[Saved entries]
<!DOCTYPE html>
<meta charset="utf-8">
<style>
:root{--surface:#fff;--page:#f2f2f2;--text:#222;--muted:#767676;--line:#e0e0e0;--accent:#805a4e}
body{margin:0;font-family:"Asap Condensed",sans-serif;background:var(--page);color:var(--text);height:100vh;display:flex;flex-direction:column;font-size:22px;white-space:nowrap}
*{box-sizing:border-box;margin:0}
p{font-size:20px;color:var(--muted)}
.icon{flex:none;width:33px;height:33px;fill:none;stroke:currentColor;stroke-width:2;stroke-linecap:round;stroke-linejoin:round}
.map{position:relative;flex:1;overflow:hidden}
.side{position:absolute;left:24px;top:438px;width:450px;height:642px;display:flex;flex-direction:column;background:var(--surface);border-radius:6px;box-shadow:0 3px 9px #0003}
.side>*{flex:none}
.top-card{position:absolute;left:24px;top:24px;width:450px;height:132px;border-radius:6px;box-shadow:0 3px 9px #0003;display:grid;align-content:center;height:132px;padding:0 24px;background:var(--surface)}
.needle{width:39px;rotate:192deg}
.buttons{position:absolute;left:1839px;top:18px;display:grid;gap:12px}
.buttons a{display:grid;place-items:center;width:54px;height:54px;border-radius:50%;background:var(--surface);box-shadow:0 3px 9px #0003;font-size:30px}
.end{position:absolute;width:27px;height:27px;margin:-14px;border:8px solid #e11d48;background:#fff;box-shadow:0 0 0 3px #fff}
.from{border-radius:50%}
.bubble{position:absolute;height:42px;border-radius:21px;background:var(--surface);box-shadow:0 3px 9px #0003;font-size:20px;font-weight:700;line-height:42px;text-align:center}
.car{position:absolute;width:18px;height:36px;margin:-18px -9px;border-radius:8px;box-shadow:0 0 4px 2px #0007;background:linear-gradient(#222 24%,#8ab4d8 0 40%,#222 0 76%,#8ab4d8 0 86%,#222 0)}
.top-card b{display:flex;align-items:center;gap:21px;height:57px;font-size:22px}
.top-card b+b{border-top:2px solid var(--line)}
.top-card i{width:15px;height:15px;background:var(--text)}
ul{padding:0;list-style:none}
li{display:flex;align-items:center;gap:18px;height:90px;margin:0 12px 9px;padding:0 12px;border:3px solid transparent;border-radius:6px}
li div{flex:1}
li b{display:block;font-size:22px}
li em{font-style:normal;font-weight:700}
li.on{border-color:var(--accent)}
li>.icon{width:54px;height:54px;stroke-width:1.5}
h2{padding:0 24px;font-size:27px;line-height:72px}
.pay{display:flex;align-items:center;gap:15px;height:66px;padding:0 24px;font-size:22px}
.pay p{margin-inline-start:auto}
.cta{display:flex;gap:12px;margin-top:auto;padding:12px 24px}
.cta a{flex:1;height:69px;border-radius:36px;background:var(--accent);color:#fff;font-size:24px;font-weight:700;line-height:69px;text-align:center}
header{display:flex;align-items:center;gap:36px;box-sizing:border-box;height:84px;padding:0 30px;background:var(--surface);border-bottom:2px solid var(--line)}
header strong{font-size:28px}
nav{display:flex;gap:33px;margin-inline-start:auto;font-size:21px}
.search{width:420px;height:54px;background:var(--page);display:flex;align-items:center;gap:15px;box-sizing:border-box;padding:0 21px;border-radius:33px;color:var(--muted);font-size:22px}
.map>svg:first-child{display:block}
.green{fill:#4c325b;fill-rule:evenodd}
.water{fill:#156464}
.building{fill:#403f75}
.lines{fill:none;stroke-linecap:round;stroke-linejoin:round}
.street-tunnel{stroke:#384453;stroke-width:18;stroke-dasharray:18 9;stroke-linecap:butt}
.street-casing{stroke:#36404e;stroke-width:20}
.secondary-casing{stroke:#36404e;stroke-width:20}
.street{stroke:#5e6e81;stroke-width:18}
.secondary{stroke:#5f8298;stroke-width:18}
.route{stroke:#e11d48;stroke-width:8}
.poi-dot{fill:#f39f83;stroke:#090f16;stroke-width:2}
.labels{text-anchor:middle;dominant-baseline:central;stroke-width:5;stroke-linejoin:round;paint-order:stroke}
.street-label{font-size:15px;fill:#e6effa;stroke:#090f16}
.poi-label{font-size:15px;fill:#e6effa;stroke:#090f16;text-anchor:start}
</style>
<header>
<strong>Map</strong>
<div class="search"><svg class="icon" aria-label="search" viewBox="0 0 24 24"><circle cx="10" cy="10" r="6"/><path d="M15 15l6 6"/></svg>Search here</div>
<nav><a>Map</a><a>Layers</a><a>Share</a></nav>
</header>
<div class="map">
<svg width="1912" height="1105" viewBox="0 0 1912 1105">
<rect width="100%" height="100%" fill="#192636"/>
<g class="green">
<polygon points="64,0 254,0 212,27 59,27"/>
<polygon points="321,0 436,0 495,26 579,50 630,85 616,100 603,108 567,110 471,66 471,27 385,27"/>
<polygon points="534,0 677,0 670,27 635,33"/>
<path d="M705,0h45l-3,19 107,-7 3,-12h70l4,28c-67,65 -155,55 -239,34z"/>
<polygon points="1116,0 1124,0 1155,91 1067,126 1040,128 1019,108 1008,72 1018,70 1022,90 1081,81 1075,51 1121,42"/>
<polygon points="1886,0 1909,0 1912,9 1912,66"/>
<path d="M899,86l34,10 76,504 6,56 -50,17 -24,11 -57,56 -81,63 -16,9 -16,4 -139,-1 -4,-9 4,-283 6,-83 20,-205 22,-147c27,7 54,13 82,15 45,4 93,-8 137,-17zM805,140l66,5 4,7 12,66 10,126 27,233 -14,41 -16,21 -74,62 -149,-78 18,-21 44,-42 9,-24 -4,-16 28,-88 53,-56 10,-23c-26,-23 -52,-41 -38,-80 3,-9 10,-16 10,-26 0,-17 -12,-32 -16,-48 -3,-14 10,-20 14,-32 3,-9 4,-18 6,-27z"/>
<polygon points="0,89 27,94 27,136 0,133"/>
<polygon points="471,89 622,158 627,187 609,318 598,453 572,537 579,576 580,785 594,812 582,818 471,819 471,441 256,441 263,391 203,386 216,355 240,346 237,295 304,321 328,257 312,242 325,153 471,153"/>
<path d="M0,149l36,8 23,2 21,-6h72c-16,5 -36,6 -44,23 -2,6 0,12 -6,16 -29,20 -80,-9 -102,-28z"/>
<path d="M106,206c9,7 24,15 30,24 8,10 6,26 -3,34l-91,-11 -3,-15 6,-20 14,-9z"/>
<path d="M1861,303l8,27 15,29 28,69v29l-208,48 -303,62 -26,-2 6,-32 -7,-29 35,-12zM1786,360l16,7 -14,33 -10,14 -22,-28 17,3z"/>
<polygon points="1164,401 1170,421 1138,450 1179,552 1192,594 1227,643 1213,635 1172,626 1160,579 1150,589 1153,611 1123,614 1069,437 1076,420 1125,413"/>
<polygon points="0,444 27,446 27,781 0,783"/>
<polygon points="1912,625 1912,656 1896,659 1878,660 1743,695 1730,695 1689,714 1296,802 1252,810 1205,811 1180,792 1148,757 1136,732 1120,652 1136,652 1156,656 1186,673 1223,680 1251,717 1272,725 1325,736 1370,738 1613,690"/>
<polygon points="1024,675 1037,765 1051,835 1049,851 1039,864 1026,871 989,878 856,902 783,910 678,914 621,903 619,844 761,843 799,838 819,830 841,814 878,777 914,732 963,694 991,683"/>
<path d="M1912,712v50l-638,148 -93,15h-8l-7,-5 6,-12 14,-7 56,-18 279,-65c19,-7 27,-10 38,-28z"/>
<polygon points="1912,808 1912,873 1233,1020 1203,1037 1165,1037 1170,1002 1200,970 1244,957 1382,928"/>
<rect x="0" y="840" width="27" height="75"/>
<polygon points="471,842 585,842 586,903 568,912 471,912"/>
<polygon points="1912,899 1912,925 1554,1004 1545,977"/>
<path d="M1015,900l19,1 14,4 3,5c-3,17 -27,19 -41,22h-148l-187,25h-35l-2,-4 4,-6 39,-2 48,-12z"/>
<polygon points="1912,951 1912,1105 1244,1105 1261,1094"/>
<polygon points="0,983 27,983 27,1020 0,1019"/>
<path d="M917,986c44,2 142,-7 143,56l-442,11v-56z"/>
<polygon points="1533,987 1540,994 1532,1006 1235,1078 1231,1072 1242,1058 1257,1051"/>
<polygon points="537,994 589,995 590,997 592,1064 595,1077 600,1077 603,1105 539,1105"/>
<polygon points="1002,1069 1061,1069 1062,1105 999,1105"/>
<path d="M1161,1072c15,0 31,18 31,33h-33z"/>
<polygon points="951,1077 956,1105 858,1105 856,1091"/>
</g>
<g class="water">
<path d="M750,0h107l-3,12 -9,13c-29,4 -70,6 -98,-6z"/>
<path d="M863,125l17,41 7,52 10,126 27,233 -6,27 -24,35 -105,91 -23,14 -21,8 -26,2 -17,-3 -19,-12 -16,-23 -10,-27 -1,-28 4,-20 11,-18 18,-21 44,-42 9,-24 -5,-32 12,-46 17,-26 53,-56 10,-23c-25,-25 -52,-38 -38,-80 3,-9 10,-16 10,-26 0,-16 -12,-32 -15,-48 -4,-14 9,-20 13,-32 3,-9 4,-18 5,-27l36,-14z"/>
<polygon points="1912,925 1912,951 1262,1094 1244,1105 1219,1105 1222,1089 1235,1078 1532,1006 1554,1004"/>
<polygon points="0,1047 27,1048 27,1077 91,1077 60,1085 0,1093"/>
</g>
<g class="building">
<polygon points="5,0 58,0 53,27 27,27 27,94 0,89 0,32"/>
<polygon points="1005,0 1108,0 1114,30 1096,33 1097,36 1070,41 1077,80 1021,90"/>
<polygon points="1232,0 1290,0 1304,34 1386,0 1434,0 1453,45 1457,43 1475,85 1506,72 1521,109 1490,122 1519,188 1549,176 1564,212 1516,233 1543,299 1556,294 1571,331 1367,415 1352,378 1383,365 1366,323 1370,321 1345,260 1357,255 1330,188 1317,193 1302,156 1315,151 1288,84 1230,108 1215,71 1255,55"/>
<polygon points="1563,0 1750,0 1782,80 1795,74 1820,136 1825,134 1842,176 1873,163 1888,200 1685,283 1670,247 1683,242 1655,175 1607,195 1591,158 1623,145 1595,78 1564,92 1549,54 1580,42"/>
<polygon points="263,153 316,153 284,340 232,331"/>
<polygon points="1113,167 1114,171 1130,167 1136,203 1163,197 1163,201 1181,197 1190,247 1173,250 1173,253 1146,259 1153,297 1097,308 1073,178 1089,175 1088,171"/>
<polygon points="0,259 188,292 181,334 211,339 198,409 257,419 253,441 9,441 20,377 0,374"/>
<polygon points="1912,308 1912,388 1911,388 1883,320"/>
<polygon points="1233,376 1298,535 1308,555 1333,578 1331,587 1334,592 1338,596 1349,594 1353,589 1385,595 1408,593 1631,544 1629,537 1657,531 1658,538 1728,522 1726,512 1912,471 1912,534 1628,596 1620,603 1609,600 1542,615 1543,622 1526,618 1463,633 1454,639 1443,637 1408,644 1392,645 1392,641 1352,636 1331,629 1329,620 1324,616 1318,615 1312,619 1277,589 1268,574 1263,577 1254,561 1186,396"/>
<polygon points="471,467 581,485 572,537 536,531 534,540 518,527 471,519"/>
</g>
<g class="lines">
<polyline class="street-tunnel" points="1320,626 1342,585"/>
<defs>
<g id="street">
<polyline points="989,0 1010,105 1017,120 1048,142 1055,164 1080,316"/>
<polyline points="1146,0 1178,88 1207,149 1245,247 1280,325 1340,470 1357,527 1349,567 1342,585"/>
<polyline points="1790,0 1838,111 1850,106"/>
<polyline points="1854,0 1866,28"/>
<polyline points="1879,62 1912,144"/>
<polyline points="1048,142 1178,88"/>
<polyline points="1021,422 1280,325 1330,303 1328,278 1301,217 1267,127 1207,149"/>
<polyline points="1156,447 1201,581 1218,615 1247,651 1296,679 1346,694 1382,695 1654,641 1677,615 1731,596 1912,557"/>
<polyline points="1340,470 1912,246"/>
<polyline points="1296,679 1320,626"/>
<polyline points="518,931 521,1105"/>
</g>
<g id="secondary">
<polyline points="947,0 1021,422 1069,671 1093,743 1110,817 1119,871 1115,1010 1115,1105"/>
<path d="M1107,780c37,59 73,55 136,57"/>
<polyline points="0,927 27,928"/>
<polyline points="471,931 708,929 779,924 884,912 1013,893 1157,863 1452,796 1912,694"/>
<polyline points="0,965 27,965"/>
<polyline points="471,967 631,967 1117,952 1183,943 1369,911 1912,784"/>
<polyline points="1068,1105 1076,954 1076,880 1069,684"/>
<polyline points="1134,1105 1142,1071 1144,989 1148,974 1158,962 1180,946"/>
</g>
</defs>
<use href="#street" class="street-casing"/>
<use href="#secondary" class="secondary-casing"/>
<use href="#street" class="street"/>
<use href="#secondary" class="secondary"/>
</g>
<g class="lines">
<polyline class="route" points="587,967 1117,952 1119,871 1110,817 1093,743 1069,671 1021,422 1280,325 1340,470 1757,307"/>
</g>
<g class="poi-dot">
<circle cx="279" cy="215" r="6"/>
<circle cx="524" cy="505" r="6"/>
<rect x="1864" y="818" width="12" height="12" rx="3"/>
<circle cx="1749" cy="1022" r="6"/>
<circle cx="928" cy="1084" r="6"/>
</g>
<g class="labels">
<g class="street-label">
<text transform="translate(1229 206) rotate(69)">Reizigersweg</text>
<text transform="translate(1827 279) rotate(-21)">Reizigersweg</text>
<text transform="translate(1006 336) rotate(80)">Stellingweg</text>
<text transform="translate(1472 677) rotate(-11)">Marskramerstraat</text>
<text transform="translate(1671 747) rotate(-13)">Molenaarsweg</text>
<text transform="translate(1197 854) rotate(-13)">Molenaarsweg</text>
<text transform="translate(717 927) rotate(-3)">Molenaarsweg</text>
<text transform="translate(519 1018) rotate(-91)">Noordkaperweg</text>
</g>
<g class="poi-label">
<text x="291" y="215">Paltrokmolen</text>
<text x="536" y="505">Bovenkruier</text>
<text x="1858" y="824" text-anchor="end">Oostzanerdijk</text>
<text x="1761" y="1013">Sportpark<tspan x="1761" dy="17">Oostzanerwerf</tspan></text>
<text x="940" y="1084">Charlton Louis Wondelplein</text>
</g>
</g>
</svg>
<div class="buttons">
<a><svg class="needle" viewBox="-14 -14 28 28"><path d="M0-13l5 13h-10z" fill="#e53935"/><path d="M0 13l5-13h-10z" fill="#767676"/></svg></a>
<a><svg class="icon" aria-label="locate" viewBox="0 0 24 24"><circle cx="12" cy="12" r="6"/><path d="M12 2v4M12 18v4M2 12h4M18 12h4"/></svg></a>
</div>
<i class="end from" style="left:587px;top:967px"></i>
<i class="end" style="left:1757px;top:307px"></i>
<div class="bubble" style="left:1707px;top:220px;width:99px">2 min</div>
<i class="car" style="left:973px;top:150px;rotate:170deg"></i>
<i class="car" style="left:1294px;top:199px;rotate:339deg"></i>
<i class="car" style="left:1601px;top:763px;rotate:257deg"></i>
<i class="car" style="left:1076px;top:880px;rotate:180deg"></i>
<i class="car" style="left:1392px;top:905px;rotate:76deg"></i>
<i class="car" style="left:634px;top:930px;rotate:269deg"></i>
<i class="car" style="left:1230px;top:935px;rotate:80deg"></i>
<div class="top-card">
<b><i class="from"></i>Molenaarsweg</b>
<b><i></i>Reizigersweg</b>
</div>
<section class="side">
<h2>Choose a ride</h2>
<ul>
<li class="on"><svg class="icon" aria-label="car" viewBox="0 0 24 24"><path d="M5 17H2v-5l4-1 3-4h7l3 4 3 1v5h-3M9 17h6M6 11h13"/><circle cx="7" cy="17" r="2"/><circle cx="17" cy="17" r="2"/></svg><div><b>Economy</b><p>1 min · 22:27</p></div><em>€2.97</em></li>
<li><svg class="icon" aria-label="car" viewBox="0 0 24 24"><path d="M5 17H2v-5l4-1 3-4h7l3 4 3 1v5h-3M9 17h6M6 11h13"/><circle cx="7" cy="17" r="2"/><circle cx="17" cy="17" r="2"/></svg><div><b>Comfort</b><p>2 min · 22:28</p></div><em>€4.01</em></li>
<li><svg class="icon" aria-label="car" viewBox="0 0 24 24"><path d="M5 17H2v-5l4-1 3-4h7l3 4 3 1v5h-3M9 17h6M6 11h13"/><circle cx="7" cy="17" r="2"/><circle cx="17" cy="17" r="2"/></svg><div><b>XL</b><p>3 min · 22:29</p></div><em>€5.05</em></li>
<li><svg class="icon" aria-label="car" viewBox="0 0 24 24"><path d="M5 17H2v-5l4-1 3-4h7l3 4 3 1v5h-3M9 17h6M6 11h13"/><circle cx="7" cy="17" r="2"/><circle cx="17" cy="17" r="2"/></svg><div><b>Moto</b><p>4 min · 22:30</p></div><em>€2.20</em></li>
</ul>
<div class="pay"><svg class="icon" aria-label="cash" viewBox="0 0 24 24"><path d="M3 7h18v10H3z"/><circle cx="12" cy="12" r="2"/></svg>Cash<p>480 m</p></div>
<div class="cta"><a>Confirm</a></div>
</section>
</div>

** YOUR INSTRUCTIONS **
Each line of the data that has the string "casing" counts once; give the total and nothing else.

** EXERCISE OUTPUT **
4